Kalshi-based markets settle in USD via the CFTC-regulated clearinghouse. Betfair Exchange settles in GBP/EUR net of commission. Manifold is play-money and does not pay out real funds.

FAQ

Is this market available outside the US?
Polymarket Legal UK is available in most jurisdictions where Polymarket isn't directly accessible. Polymarket itself is geo-blocked in the US/UK/EU. Always check local regulations.
How does resolution work?
Through the UMA Optimistic Oracle on Polygon: a proposer submits the outcome, a two-hour challenge window opens, and USDC payouts settle automatically once the result is final.
What's the difference between YES and NO shares?
A YES share pays $1.00 if the event happens, $0 otherwise.
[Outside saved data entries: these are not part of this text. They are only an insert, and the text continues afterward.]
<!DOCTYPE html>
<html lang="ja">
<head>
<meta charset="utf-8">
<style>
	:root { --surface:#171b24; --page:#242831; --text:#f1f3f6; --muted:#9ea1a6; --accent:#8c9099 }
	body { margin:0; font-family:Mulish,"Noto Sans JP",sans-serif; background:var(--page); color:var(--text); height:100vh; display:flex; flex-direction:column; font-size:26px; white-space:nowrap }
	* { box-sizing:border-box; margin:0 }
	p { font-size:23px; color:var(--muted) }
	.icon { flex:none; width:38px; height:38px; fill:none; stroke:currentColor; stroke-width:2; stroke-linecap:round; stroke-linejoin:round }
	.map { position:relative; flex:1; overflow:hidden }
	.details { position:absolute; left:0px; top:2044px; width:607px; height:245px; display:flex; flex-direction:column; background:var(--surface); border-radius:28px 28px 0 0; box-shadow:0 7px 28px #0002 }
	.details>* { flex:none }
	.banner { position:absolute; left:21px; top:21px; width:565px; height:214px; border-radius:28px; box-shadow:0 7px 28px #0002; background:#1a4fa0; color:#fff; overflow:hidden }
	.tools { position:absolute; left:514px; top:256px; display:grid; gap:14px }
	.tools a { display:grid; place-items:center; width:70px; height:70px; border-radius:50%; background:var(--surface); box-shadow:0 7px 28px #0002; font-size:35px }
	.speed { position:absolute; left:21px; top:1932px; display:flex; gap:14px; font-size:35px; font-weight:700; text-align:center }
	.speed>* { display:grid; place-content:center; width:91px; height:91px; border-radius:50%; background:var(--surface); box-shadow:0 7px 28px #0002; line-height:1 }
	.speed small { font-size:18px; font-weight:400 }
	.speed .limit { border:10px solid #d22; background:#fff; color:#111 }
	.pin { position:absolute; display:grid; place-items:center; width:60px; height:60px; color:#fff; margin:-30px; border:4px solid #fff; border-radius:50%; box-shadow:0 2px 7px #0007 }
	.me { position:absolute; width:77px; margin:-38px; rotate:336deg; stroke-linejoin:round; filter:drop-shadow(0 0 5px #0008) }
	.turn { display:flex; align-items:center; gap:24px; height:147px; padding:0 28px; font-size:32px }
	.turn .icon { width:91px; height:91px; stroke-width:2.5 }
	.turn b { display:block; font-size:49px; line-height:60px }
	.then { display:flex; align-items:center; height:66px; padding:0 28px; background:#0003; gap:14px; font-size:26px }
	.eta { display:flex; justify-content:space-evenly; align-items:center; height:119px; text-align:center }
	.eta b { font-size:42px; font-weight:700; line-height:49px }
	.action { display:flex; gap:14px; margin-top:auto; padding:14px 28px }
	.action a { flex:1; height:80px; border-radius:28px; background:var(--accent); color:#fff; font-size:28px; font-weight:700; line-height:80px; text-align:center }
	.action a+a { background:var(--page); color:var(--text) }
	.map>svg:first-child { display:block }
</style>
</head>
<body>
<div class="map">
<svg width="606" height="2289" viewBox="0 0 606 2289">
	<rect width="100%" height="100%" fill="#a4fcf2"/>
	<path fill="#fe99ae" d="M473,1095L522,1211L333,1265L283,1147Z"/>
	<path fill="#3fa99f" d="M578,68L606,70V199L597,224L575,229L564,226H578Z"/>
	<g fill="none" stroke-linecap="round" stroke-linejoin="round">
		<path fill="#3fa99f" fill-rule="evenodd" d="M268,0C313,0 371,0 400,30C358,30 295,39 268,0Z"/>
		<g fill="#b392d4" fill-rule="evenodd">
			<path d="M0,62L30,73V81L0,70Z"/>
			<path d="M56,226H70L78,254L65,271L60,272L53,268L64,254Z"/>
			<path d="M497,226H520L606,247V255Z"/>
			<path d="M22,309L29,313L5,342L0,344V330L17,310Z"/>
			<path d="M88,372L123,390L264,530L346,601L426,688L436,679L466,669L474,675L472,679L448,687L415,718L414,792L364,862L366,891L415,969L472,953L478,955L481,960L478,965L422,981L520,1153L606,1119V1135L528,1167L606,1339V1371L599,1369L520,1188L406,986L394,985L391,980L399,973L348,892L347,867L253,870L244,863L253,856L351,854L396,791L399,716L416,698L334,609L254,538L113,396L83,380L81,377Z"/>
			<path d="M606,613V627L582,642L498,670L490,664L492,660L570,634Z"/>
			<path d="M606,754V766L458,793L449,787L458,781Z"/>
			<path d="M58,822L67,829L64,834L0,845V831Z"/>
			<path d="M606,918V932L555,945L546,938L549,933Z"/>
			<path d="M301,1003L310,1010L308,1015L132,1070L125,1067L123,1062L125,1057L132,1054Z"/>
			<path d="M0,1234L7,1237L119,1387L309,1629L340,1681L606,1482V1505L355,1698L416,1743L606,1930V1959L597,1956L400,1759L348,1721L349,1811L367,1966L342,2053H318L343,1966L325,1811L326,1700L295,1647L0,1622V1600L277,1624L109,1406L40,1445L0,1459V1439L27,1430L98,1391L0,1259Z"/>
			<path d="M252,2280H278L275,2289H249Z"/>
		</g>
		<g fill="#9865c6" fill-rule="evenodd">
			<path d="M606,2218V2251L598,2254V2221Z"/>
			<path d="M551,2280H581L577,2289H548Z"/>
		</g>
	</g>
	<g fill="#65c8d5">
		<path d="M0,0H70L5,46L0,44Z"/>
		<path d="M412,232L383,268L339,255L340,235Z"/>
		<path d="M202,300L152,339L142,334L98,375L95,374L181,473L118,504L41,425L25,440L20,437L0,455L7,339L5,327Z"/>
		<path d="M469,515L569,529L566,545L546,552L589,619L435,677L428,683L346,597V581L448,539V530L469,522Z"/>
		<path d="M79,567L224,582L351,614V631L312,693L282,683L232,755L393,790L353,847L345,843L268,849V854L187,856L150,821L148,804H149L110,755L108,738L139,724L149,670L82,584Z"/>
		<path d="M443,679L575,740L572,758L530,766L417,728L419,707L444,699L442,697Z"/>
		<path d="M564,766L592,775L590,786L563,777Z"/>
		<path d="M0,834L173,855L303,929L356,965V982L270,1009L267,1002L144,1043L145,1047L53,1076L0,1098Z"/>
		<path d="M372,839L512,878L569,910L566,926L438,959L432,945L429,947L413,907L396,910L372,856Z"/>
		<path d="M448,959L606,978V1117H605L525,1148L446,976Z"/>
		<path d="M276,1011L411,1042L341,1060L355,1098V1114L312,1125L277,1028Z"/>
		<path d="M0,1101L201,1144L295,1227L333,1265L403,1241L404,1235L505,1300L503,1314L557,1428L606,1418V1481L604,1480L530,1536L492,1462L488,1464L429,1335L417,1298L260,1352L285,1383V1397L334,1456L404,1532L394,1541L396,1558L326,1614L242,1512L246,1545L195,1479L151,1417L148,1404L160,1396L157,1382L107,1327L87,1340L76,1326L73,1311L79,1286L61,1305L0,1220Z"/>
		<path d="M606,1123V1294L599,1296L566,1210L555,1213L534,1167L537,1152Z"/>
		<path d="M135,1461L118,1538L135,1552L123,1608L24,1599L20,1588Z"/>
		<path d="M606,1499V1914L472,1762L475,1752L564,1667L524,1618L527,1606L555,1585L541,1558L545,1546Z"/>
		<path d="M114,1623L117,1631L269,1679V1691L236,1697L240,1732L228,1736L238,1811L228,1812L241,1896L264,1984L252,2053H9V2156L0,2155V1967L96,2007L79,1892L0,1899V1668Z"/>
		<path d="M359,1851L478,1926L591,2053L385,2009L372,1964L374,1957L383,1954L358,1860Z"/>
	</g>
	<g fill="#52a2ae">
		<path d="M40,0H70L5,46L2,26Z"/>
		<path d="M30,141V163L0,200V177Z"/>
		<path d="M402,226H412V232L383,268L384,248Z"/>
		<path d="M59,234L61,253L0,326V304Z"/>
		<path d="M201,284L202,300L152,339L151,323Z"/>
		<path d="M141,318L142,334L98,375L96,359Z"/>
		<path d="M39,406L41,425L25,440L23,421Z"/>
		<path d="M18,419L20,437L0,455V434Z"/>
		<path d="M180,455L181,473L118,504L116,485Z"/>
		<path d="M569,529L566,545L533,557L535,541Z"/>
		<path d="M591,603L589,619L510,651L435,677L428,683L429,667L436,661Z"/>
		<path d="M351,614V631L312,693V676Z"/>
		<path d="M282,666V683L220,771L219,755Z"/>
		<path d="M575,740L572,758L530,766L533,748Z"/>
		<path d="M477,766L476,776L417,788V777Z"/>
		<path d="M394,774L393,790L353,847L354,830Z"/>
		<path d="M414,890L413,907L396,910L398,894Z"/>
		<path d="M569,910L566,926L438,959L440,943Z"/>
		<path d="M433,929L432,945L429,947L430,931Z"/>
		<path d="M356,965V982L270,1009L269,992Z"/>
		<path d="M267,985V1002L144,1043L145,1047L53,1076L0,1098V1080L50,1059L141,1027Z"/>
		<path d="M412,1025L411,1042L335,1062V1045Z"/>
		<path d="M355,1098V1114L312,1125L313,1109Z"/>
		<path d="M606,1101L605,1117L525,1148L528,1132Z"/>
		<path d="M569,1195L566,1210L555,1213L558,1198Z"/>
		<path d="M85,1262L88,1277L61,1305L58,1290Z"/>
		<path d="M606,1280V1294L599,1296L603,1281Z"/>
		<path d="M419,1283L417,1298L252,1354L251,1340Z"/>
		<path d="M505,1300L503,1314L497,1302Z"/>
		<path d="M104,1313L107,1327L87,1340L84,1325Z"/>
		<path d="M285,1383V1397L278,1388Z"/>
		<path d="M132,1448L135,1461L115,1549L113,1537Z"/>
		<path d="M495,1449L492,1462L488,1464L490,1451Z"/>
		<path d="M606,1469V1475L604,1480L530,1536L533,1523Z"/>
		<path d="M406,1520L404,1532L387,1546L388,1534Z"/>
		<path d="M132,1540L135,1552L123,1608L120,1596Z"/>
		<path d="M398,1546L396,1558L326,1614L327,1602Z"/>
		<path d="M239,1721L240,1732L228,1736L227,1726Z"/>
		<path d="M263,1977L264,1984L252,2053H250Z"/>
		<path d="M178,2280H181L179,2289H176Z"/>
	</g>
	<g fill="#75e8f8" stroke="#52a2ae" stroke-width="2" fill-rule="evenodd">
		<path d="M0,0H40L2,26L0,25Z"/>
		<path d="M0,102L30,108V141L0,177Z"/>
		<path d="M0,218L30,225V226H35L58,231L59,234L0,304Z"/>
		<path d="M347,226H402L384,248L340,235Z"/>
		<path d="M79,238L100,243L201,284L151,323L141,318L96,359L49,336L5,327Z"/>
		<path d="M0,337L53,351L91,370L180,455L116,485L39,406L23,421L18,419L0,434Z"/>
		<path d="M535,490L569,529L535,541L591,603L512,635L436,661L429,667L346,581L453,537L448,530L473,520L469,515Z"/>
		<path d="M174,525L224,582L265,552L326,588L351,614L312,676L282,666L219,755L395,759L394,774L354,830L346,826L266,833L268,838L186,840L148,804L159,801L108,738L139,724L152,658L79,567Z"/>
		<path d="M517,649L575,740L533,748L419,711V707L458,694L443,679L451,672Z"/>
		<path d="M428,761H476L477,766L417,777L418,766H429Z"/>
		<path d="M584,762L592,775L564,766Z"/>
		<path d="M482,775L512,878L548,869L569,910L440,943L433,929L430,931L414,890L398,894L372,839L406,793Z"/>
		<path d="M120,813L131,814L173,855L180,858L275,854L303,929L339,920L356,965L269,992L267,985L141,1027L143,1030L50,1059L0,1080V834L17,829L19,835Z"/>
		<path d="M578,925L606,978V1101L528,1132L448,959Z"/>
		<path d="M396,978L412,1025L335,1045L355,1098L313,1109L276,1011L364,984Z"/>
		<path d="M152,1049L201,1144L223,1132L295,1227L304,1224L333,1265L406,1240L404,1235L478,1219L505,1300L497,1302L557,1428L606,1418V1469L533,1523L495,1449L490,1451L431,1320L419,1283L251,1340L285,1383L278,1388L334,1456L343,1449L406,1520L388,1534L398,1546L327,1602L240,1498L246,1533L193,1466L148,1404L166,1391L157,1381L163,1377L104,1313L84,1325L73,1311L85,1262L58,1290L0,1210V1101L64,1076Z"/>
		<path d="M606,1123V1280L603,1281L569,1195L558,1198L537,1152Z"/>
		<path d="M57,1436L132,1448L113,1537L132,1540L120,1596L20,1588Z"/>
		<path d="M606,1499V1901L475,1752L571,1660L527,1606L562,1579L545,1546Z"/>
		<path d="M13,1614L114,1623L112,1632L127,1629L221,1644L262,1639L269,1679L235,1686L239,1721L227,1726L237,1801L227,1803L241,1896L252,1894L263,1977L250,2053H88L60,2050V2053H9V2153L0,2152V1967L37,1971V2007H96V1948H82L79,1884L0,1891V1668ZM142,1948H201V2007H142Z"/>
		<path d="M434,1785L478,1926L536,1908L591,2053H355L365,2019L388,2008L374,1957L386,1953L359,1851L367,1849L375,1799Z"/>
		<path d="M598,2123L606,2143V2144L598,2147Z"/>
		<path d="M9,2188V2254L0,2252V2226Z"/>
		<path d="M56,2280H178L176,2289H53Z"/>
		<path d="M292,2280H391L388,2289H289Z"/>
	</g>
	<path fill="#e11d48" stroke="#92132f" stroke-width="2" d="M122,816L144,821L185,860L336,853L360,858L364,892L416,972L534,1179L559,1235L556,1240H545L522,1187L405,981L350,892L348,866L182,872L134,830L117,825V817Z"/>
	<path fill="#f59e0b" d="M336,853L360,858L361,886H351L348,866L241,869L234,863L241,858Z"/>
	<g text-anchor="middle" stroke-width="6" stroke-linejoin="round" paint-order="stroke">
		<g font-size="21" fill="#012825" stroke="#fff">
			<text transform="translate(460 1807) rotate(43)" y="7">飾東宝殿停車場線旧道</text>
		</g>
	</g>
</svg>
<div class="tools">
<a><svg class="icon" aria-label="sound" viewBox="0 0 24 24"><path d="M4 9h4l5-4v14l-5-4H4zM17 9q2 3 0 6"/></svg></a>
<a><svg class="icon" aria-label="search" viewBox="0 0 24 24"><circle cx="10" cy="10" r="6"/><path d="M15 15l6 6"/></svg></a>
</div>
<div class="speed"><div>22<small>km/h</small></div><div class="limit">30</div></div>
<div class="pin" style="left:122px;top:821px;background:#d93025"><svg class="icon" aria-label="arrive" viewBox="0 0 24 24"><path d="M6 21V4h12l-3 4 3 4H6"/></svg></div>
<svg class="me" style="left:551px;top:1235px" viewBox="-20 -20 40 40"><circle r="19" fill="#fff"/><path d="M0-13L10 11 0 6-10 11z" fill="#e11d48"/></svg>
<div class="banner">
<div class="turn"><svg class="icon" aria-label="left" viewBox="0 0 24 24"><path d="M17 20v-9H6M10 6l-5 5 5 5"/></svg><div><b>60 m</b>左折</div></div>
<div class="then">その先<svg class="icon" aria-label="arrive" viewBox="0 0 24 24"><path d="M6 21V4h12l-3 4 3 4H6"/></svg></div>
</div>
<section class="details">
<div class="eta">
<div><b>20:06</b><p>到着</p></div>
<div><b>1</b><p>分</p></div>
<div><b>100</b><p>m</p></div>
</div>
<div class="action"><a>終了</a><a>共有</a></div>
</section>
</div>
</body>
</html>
A NO share pays $1.00 if the event doesn't happen. The market price between 0¢ and 100¢ is the implied probability.
What does it cost to trade on Polymarket Legal UK?
Zero. Polymarket Legal UK routes every order to the live Polymarket order book; the only cost is the Polygon network fee, typically under $0.01 per transaction.
How fast are USDC deposits?
Polygon credits deposits after 12 confirmations — usually under 30 seconds. Withdrawals follow the same path and land back in your wallet within minutes.
and

Trade Dota 2: Grind Back vs Carstensz (BO3) - The Internat… on Polymarket Legal UK

Live order book, 0% fees, USDC settlement in seconds.